Hi Charles,
Looks like I forgot the extra newlines needed to make my e-mail provider work
with Apache's mailer. Let me try again.
In the "classic" readers, each reader picks some number of rows per batch,
often 1K, 4K, 4000, etc. The idea is that, on average, this row count will give
us a decently-sized record batch.
EVF uses a different approach. It tallies the total space used by the batch,
and the space taken by each vector, and it will decide when the batch is full.
(You can also set a row count limit. By default, the limit is 64K, the maximum
row count allowed in a Drill batch.)
So, if you are converting from a "classic" reader to EVF, you will want to
remove the reader-imposed row count limit. (Or, if there is reason to do so,
you can pass that limit to EVF and let EVF enforce it.)

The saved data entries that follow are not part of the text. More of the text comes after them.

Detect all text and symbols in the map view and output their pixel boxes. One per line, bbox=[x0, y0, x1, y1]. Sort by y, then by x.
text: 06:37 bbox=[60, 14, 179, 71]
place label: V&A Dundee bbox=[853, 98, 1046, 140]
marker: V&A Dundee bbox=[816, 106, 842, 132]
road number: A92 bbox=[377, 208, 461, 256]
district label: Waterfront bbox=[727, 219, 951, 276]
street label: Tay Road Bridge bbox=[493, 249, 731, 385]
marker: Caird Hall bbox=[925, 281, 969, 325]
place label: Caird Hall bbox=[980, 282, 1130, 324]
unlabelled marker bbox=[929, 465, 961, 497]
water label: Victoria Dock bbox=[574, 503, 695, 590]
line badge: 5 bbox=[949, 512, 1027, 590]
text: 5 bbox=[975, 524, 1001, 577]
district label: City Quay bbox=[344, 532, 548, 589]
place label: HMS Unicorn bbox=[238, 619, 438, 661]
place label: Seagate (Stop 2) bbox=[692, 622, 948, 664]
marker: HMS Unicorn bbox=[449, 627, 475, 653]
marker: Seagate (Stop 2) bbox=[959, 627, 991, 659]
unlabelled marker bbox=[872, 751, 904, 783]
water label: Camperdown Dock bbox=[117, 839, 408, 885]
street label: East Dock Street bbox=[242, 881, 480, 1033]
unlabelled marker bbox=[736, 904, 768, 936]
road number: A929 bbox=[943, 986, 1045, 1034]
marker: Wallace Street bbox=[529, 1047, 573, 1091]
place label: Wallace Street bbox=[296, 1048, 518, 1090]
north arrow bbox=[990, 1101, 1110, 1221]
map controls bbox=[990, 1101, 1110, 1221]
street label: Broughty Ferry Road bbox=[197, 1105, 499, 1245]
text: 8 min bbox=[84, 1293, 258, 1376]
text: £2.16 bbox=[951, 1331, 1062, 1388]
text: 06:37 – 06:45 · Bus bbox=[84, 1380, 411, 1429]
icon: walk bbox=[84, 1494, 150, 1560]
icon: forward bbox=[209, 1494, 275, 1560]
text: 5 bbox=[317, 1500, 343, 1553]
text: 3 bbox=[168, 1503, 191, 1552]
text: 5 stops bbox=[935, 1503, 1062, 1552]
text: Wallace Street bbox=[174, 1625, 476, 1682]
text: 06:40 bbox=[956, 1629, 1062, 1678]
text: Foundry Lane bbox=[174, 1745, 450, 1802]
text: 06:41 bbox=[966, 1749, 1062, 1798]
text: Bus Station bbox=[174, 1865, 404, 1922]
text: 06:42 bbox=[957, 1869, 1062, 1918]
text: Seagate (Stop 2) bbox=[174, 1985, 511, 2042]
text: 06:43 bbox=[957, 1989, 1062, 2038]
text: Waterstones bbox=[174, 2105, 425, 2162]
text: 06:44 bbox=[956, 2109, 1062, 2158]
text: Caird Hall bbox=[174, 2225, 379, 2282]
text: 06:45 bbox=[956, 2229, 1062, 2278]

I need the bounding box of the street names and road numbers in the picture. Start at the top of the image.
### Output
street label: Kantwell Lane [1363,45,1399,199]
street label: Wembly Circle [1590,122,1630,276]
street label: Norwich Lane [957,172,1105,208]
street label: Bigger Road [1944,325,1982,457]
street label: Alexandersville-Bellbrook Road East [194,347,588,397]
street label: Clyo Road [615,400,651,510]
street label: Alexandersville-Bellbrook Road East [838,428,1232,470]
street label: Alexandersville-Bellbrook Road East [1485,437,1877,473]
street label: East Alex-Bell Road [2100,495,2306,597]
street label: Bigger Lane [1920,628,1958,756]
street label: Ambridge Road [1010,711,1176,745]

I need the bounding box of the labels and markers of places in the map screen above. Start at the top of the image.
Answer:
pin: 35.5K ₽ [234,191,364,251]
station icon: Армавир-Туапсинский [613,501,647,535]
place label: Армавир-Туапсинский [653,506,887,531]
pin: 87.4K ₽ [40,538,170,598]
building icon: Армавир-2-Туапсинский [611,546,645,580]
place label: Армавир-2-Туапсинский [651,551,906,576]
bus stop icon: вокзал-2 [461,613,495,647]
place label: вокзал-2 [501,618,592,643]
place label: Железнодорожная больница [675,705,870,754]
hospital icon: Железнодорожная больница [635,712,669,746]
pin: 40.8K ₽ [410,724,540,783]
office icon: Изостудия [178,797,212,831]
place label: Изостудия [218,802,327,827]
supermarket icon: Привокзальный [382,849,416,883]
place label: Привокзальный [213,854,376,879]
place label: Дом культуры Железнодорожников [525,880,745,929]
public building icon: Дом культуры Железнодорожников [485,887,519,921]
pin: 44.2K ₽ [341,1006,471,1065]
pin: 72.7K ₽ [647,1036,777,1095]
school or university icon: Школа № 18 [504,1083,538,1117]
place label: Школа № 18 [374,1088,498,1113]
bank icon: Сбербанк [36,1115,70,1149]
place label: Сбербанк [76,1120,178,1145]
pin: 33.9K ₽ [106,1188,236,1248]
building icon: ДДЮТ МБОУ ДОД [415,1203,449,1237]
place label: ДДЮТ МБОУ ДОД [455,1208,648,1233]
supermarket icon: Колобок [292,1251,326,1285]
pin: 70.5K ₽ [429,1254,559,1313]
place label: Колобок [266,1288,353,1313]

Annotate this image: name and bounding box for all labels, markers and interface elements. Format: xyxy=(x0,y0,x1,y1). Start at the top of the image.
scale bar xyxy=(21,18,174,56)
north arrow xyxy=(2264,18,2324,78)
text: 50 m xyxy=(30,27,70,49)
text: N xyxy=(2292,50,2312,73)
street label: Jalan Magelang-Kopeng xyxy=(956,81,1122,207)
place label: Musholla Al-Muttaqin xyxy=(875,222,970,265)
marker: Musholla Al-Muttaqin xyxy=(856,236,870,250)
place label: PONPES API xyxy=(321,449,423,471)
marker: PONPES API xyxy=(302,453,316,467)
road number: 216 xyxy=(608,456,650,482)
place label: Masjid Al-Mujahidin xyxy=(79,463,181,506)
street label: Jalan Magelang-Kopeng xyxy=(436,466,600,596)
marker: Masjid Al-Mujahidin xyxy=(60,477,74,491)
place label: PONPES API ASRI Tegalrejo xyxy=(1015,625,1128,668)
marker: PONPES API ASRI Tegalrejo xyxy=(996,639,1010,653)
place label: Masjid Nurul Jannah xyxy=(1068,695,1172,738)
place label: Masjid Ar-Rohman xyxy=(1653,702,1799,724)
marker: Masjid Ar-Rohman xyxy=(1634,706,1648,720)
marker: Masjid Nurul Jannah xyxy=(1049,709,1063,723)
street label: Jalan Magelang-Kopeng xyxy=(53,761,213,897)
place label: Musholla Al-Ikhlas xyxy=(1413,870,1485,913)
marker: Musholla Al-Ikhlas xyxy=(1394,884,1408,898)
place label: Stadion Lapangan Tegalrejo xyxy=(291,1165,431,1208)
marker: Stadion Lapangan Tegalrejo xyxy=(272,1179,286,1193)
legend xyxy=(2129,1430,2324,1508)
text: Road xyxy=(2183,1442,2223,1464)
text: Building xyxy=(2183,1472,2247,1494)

For example, convert code that looks like this:
for (int rowCount = 0; rowCount < MAX_BATCH_SIZE; rowCount++) {
// Load a row
}
Into code that looks like this:
RowSetLoader rowWriter = // get from EVF per examples
while (! rowWriter.isFull()) {
// Load a row
rowWriter.save();
}
Note that the "save" is needed because EVF let's you discard a row: you can
load it, check it, and decide to skip it. This will, eventually, allow us to
push filtering down to the reader. For now, you just need to call save().
Thanks,
- Paul
On Tuesday, September 24, 2019, 09:56:34 AM PDT, Paul Rogers
<[email protected]> wrote:
So the usual pattern is:
while (! rowWriter.isFull()) { // Load the row rowWriter.save();}
Is it the case that PCAP is trying to force the row count to, say 4K or 8K or
whatever? If so, ignore that count.
The error is telling you that at least one vector has reached 16 MB in size (or
you've reached the row count limit, if you set that.)
Thanks,
- Paul
On Monday, September 23, 2019, 08:09:38 PM PDT, Charles Givre
<[email protected]> wrote:
Ok... so I have yet another question relating to the EVF. I'm working on a
project to improve (hopefully) the PCAP plugin with the ultimate goal being to
include parsed PCAP packet data. In any event, I've run into a snag. In one
unit test, I'm getting the error below when I call rowWriter.save(). I suspect
what is happening is that the TupleWriter is not full when it starts writing
the row, but by the time it is finished writing the fields, the batch is full.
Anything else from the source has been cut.